#### Exercise data

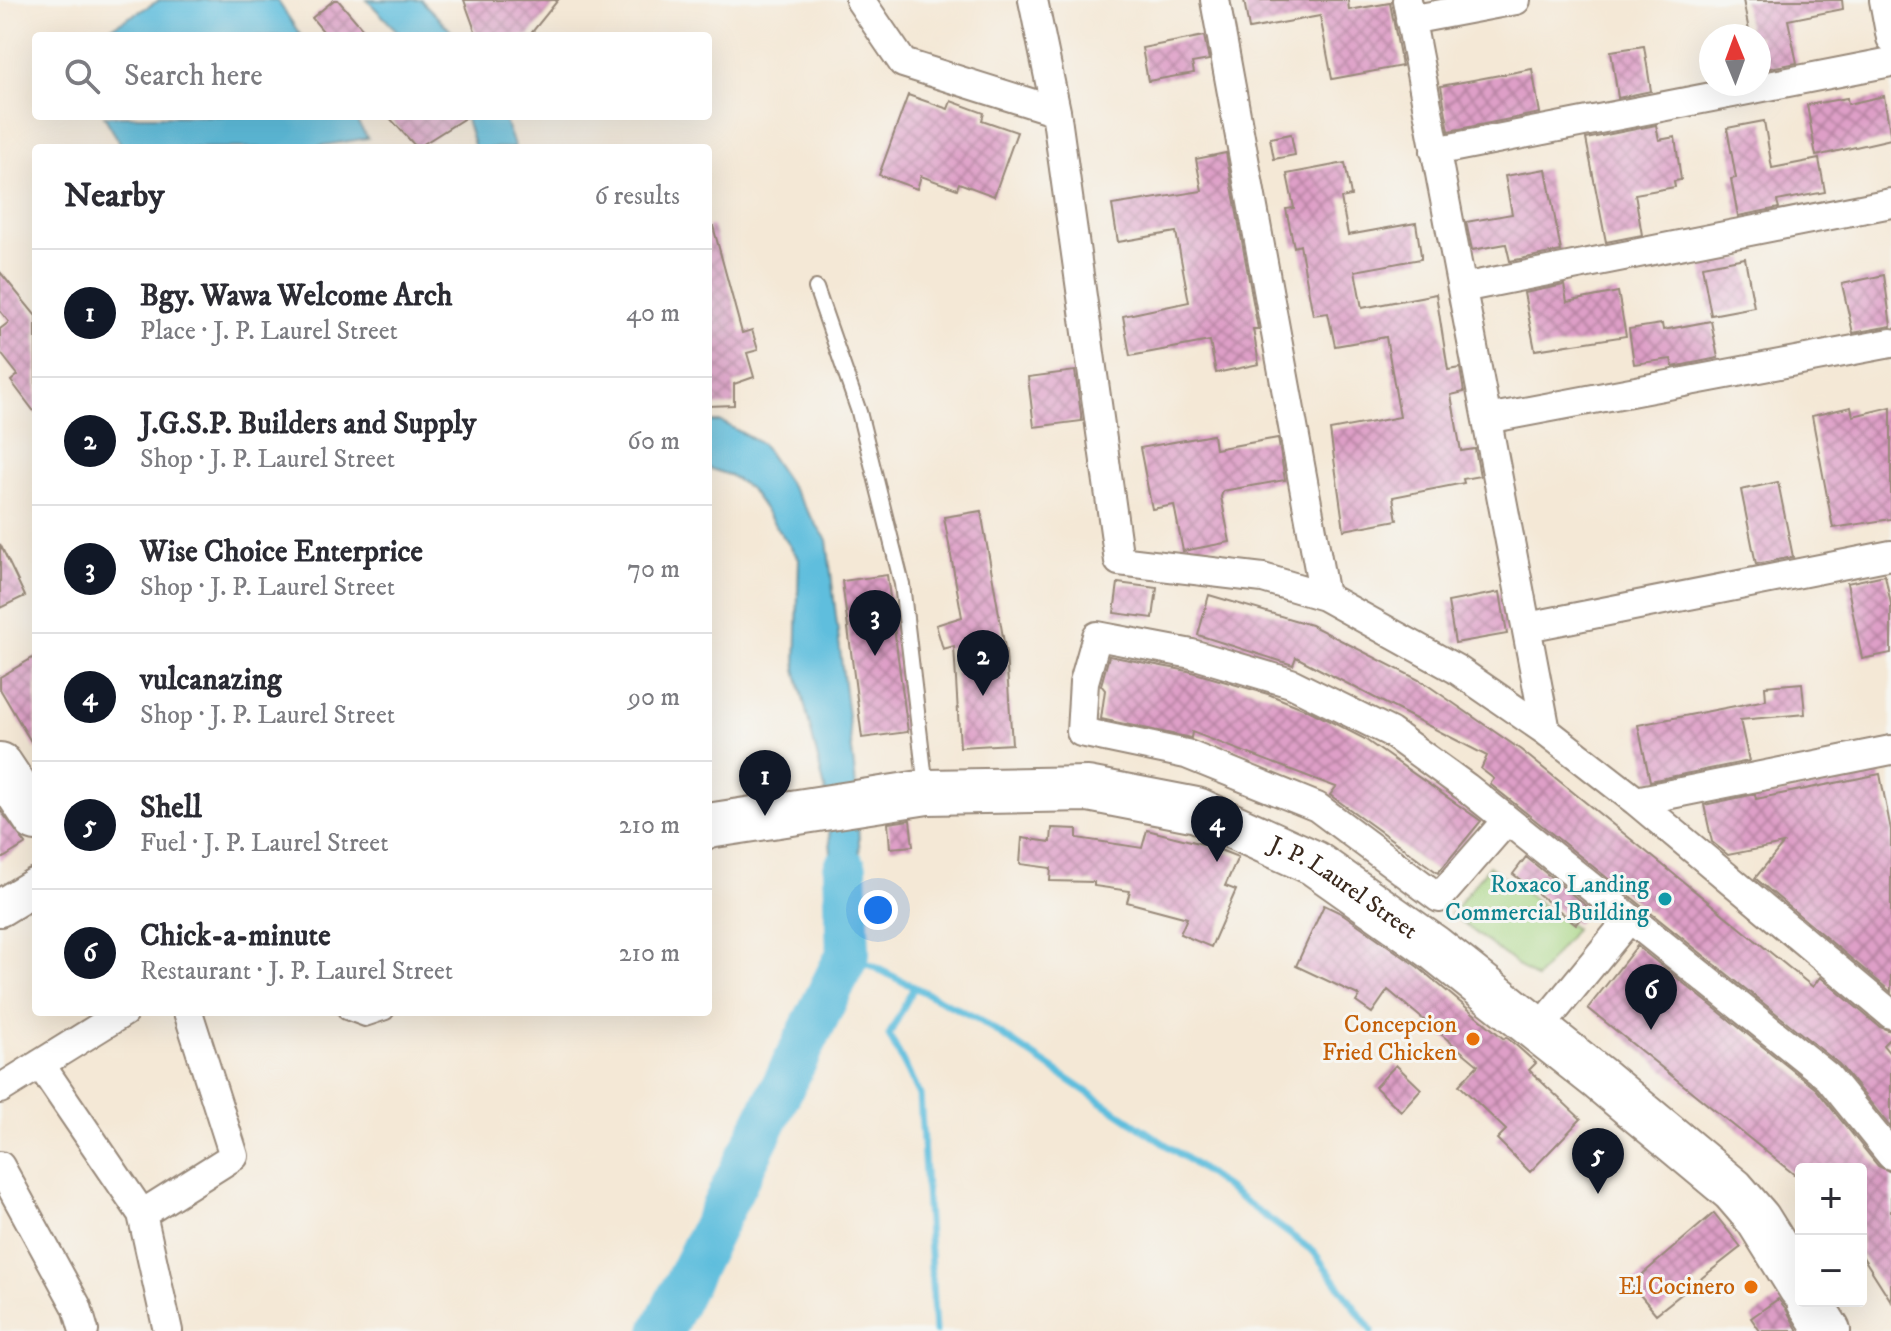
<!DOCTYPE html>
<html lang="en">
<head>
<meta charset="utf-8">
<style>
  :root { --surface:#fff; --page:#f7f7f7; --text:#2b2b33; --muted:#7c7c81; --line:#e1e1e2; --accent:#111827 }
  body { margin:0; font-family:"IM FELL DW Pica",serif; background:var(--page); color:var(--text) }
  .controls { position:absolute; right:24px; bottom:24px; display:grid; overflow:hidden; border-radius:8px; box-shadow:0 8px 32px #0002 }
  .controls button { width:72px; height:72px; display:grid; place-items:center; padding:0; border:0; border-bottom:2px solid var(--line); background:var(--surface); color:var(--text); font:40px sans-serif }
  .compass { position:absolute; left:1699px; top:24px; width:72px; height:72px; border-radius:50%; background:var(--surface); box-shadow:0 8px 32px #0002; rotate:359deg }
  .you { position:absolute; left:878px; top:910px; width:28px; height:28px; margin:-20px; border:6px solid #fff; border-radius:50%; background:#1a73e8; box-shadow:0 0 0 12px #1a73e833 }
  .badge { display:grid; place-items:center; width:52px; height:52px; border-radius:50%; background:var(--accent); color:#fff; font-size:26px; font-weight:700 }
  .pin { position:absolute; translate:-50% -66px; filter:drop-shadow(0 2px 4px #0008) }
  .pin::after { content:''; position:absolute; top:42px; width:28px; height:24px; background:inherit; clip-path:polygon(0 0,100% 0,50% 100%) }
  .list { margin:0; padding:0; list-style:none }
  h2 { display:flex; justify-content:space-between; align-items:center; height:104px; margin:0; padding:0 32px; font-size:34px }
  h2 small { font-size:26px; font-weight:400; color:var(--muted) }
  .list li { display:grid; grid-template-columns:52px 1fr auto; gap:24px; align-items:center; box-sizing:border-box; height:128px; padding:0 32px; border-top:2px solid var(--line) }
  .list b { display:block; font-size:30px; white-space:nowrap }
  .list p { margin:0; font-size:26px; white-space:nowrap; color:var(--muted) }
  .list em { font-size:26px; font-style:normal; color:var(--muted) }
  .icon { flex:none; width:44px; height:44px; fill:none; stroke:currentColor; stroke-width:2; stroke-linecap:round; stroke-linejoin:round }
  .map { position:relative; flex:none; width:1891px; height:1331px; overflow:hidden }
  .search { position:absolute; background:var(--surface); box-shadow:0 8px 32px #0002; left:32px; top:32px; width:680px; height:88px; display:flex; align-items:center; gap:20px; box-sizing:border-box; padding:0 28px; border-radius:8px; color:var(--muted); font-size:30px }
  .panel { position:absolute; background:var(--surface); box-shadow:0 8px 32px #0002; left:32px; top:144px; width:680px; height:872px; border-radius:8px }
  .map>svg:first-child { display:block }
</style>
</head>
<body>
<div class="map">
<svg width="1891" height="1331" viewBox="0 0 1891 1331">
  <defs>
    <pattern id="building-cross-hatch" width="8" height="8" patternUnits="userSpaceOnUse" patternTransform="scale(2)"><rect width="8" height="8" fill="#de9fc7"/><path d="M0 0l8 8M0 8l8-8" fill="none" stroke="#b582a1"/></pattern>
  </defs>
  <rect width="100%" height="100%" fill="#f6f6f2"/>
  <filter id="ink" filterUnits="userSpaceOnUse"><feTurbulence type="fractalNoise" baseFrequency=".0125" numOctaves="2"/><feDisplacementMap in="SourceGraphic" scale="16" xChannelSelector="R" yChannelSelector="G"/><feConvolveMatrix kernelMatrix="1 2 1 2 8 2 1 2 1" color-interpolation-filters="sRGB"/></filter>
  <filter id="wash" filterUnits="userSpaceOnUse"><feTurbulence type="fractalNoise" baseFrequency=".006" numOctaves="4" result="noise"/><feDisplacementMap in="SourceGraphic" scale="32" xChannelSelector="R" yChannelSelector="G"/><feGaussianBlur stdDeviation="1.8" result="paint"/><feColorMatrix in="noise" values="0 0 0 0 0 0 0 0 0 0 0 0 0 0 0 0 0 1.4 0 .05"/><feComposite in="paint" operator="in"/></filter>
  <g filter="url(#wash)">
    <rect width="100%" height="100%" fill="#f4e8d6"/>
    <path fill="#a6d481" stroke="#707f50" stroke-width="2" d="M1489,866L1575,929L1536,979L1451,914Z"/>
    <path fill="#5fbedd" stroke="#4d747e" stroke-width="2" d="M160,0H277L301,36H96Z
      M367,0H421L456,36H402Z
      M104,116H353L368,138L307,148H123Z
      M465,116H503L515,148H475Z
      M708,422H722L762,444L827,540L855,776L863,908L839,936L825,789L796,669L799,559L750,489L729,475L708,468Z"/>
    <g fill="none" stroke-linecap="round" stroke-linejoin="round">
      <path stroke="#5fbedd" stroke-width="7" d="M848,954L978,1019L1187,1159L1314,1252L1372,1331
        M914,987L889,1035L920,1095L935,1331"/>
      <path stroke="#5fbedd" stroke-width="44" d="M662,1331L848,954L845,869"/>
    </g>
    <g id="blocks">
      <path fill="url(#building-cross-hatch)" d="M334,0H338L369,36H327L312,18Z
        M464,0H558L529,36H477Z
        M1244,0H1348L1349,10L1390,3L1402,66L1332,79L1320,16L1249,29Z
        M1743,0H1842L1843,9L1788,20L1797,63L1759,70V36H1750Z
        M1204,36L1209,60L1192,63L1194,73L1148,81L1142,48Z
        M1644,46L1651,91L1618,98L1611,51Z
        M1532,69L1540,113L1449,131L1441,86Z
        M908,95L948,109L951,101L984,113L982,120L1017,132L994,196L959,183L957,189L921,176L917,189L879,175Z
        M1884,96L1891,139L1816,156L1807,105L1847,98L1848,104Z
        M388,116H468L417,148Z
        M1764,121L1772,168L1819,159L1825,192L1777,201L1779,208L1738,216L1731,179L1736,178L1727,128Z
        M1656,125L1659,140L1675,137L1681,180L1674,181L1675,187L1635,194L1642,235L1606,242L1586,139Z
        M1291,134L1295,155L1274,159L1270,138Z
        M1226,153L1258,329H1253L1259,364L1216,373L1210,341L1130,356L1123,316L1189,302L1176,232L1118,242L1112,205L1202,191L1196,159Z
        M1345,163L1351,196L1341,198L1348,235L1416,223L1421,255V259L1355,271L1362,308L1436,294L1448,370L1460,368L1464,392L1451,395L1461,451L1475,449L1480,476L1463,479L1464,483L1393,497L1397,520L1344,530L1330,430L1400,417L1386,337L1335,346L1328,313L1313,315L1300,245L1294,247L1286,209L1294,208L1287,174Z
        M1546,169L1561,251L1510,261L1506,244L1472,250L1466,222L1512,214L1505,176Z
        M708,226H713L742,333L752,330L758,350L747,353L754,377L734,384V405L708,406Z
        M1745,258L1754,307L1711,315L1702,266Z
        M0,272L36,316V414L11,381L18,375L0,352V329L9,322L0,311Z
        M1884,275L1891,326L1853,333L1842,284Z
        M1564,285L1567,302L1618,292L1626,336L1535,350L1524,293Z
        M1711,321L1718,358L1673,367L1671,359L1634,364L1629,329L1662,324L1663,330Z
        M1075,371L1082,421L1034,427L1028,377Z
        M1851,407L1853,416L1891,407V519L1833,528L1812,416Z
        M1213,435L1215,449L1278,438L1285,480L1223,491L1221,497L1230,542L1183,551L1174,505L1152,509L1140,448Z
        M1778,482L1793,557L1756,564L1741,490Z
        M981,511L1006,654L1012,744L960,747L954,646L943,649L936,625L962,617L944,517Z
        M0,544L25,596L0,608Z
        M887,575L908,732L862,738L842,581Z
        M1885,575L1891,604V653L1862,659L1847,583Z
        M1118,583L1157,588L1153,618L1114,613Z
        M1500,592L1507,634L1455,643L1448,602Z
        M1209,595L1311,625L1423,682L1521,750L1813,987L1820,977L1880,1027L1891,1031V1037L1883,1045L1891,1055V1128L1839,1064L1490,784L1494,779L1481,769L1487,756L1296,657L1293,665L1198,635Z
        M36,656V750L0,689V677Z
        M1109,656L1188,671L1268,694L1310,711L1363,738L1481,821L1438,873L1330,795L1336,787L1192,732L1191,738L1101,719L1105,690L1101,685Z
        M1802,683L1805,714L1740,720L1749,761L1650,781L1638,725L1766,700L1765,686Z
        M1880,774L1891,830V992L1755,878L1783,844L1728,855L1712,842L1704,805L1755,794L1756,799Z
        M0,810L26,844L0,860Z
        M910,820L913,846L890,848L888,823Z
        M1052,828L1077,829V838L1142,848L1147,830L1207,845L1238,857L1225,886L1236,890L1211,947L1180,934L1187,918L1127,902L1130,891L1094,886V882L1050,881L1051,868L1020,864L1022,838L1051,842Z
        M1526,857L1589,908L1576,924L1513,874Z
        M1324,905L1343,914L1418,967L1504,1039L1506,1037L1518,1047L1536,1063L1529,1070L1581,1119L1530,1172L1497,1139L1506,1130L1459,1085L1478,1065L1388,990L1372,1013L1356,1002L1360,996L1296,966Z
        M1637,946L1816,1089L1878,1166L1891,1172V1301L1861,1254V1169H1801V1180L1588,1008Z
        M1396,1065L1421,1089L1401,1111L1375,1087Z
        M1714,1213L1741,1247L1656,1314L1631,1284Z
        M1778,1299L1786,1309L1798,1331H1760L1751,1318Z"/>
    </g>
  </g>
  <g filter="url(#ink)">
    <use href="#blocks" fill-opacity="0" stroke="#98897a" stroke-width="2"/>
    <g fill="none" stroke-linecap="round" stroke-linejoin="round">
      <defs>
        <path id="service" d="M816,288L859,412L902,584L926,788
          M346,1012L365,1019L386,1012"/>
        <path id="minor" d="M860,0L903,63L1056,111
          M1033,0L1056,111L1119,561L1263,578L1324,596L1456,669L1546,731L1636,801L1891,1014
          M1215,0L1324,596
          M1407,0L1546,731
          M1884,0L1891,38
          M1410,20L1516,0
          M1435,151L1891,62
          M1462,288L1891,203
          M1487,419L1891,343
          M1527,627L1891,555
          M1636,801L1891,750
          M1507,820L1439,898L1317,807L1186,754L1081,732L1084,682L1097,636L1192,654L1291,683L1390,732L1466,787L1828,1077L1891,1155
          M1538,1030L1630,918
          M40,1064L142,1214L168,1331
          M0,1089L124,1012
          M0,1166L77,1307L84,1331
          M142,1214L234,1156L188,1012"/>
        <path id="tertiary" d="M0,908L36,886"/>
        <g id="primary">
          <path d="M0,765L36,819"/>
          <path id="s1" d="M708,826L927,792L1088,789L1197,810L1314,863L1433,947L1601,1080L1733,1190L1758,1219L1801,1288"/>
          <path d="M1809,1301L1828,1331"/>
        </g>
      </defs>
      <use href="#service" stroke="#98897a" stroke-width="18"/>
      <use href="#minor" stroke="#98897a" stroke-width="32"/>
      <use href="#tertiary" stroke="#98897a" stroke-width="40"/>
      <use href="#primary" stroke="#98897a" stroke-width="48"/>
      <use href="#service" stroke="#fff" stroke-width="14"/>
      <use href="#minor" stroke="#fff" stroke-width="28"/>
      <use href="#tertiary" stroke="#fff" stroke-width="36"/>
      <use href="#primary" stroke="#fff" stroke-width="44"/>
    </g>
  </g>
  <circle fill="#0f9aa8" stroke="#f6f6f2" stroke-width="3" cx="1665" cy="899" r="8"/>
  <g fill="#e8710a" stroke="#f6f6f2" stroke-width="3">
    <circle cx="1473" cy="1039" r="8"/>
    <circle cx="1751" cy="1287" r="8"/>
  </g>
  <g text-anchor="middle" dominant-baseline="central" stroke-width="6" stroke-linejoin="round" paint-order="stroke">
    <g font-size="24" fill="#0d838f" stroke="#f6f6f2" text-anchor="end">
      <text x="1649" y="885">Roxaco Landing<tspan x="1649" dy="28">Commercial Building</tspan></text>
    </g>
    <g font-size="24" fill="#3b2a1e" stroke="#f6f6f2">
      <text stroke="none"><textPath href="#s1" startOffset="660">J. P. Laurel Street</textPath></text>
    </g>
    <g font-size="24" fill="#c56008" stroke="#f6f6f2" text-anchor="end">
      <text x="1457" y="1025">Concepcion<tspan x="1457" dy="28">Fried Chicken</tspan></text>
      <text x="1735" y="1287">El Cocinero</text>
    </g>
  </g>
</svg>
<div class="controls">
<button>+</button>
<button>−</button>
</div>
<svg class="compass" viewBox="-18 -18 36 36"><path d="M0-13l5 13h-10z" fill="#e53935"/><path d="M0 13l5-13h-10z" fill="#7c7c81"/></svg>
<div class="you"></div>
<div class="pin badge" style="left:765px;top:816px">1</div>
<div class="pin badge" style="left:983px;top:696px">2</div>
<div class="pin badge" style="left:875px;top:656px">3</div>
<div class="pin badge" style="left:1217px;top:862px">4</div>
<div class="pin badge" style="left:1598px;top:1194px">5</div>
<div class="pin badge" style="left:1651px;top:1030px">6</div>
<div class="search"><svg class="icon" aria-label="search" viewBox="0 0 24 24"><circle cx="10" cy="10" r="6"/><path d="M15 15l6 6"/></svg>Search here</div>
<section class="panel">
<h2>Nearby<small>6 results</small></h2>
<ul class="list">
<li><span class="badge">1</span><div><b>Bgy. Wawa Welcome Arch</b><p>Place · J. P. Laurel Street</p></div><em>40 m</em></li>
<li><span class="badge">2</span><div><b>J.G.S.P. Builders and Supply</b><p>Shop · J. P. Laurel Street</p></div><em>60 m</em></li>
<li><span class="badge">3</span><div><b>Wise Choice Enterprice</b><p>Shop · J. P. Laurel Street</p></div><em>70 m</em></li>
<li><span class="badge">4</span><div><b>vulcanazing</b><p>Shop · J. P. Laurel Street</p></div><em>90 m</em></li>
<li><span class="badge">5</span><div><b>Shell</b><p>Fuel · J. P. Laurel Street</p></div><em>210 m</em></li>
<li><span class="badge">6</span><div><b>Chick-a-minute</b><p>Restaurant · J. P. Laurel Street</p></div><em>210 m</em></li>
</ul>
</section>
</div>
</body>
</html>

########

- Task statement -
The lines from the start of the data through the line that contains "width:72px; height:72px; display:grid;" are to be returned exactly, please, with both ends included and every picture left out.

- Written response -
<!DOCTYPE html>
<html lang="en">
<head>
<meta charset="utf-8">
<style>
  :root { --surface:#fff; --page:#f7f7f7; --text:#2b2b33; --muted:#7c7c81; --line:#e1e1e2; --accent:#111827 }
  body { margin:0; font-family:"IM FELL DW Pica",serif; background:var(--page); color:var(--text) }
  .controls { position:absolute; right:24px; bottom:24px; display:grid; overflow:hidden; border-radius:8px; box-shadow:0 8px 32px #0002 }
  .controls button { width:72px; height:72px; display:grid; place-items:center; padding:0; border:0; border-bottom:2px solid var(--line); background:var(--surface); color:var(--text); font:40px sans-serif }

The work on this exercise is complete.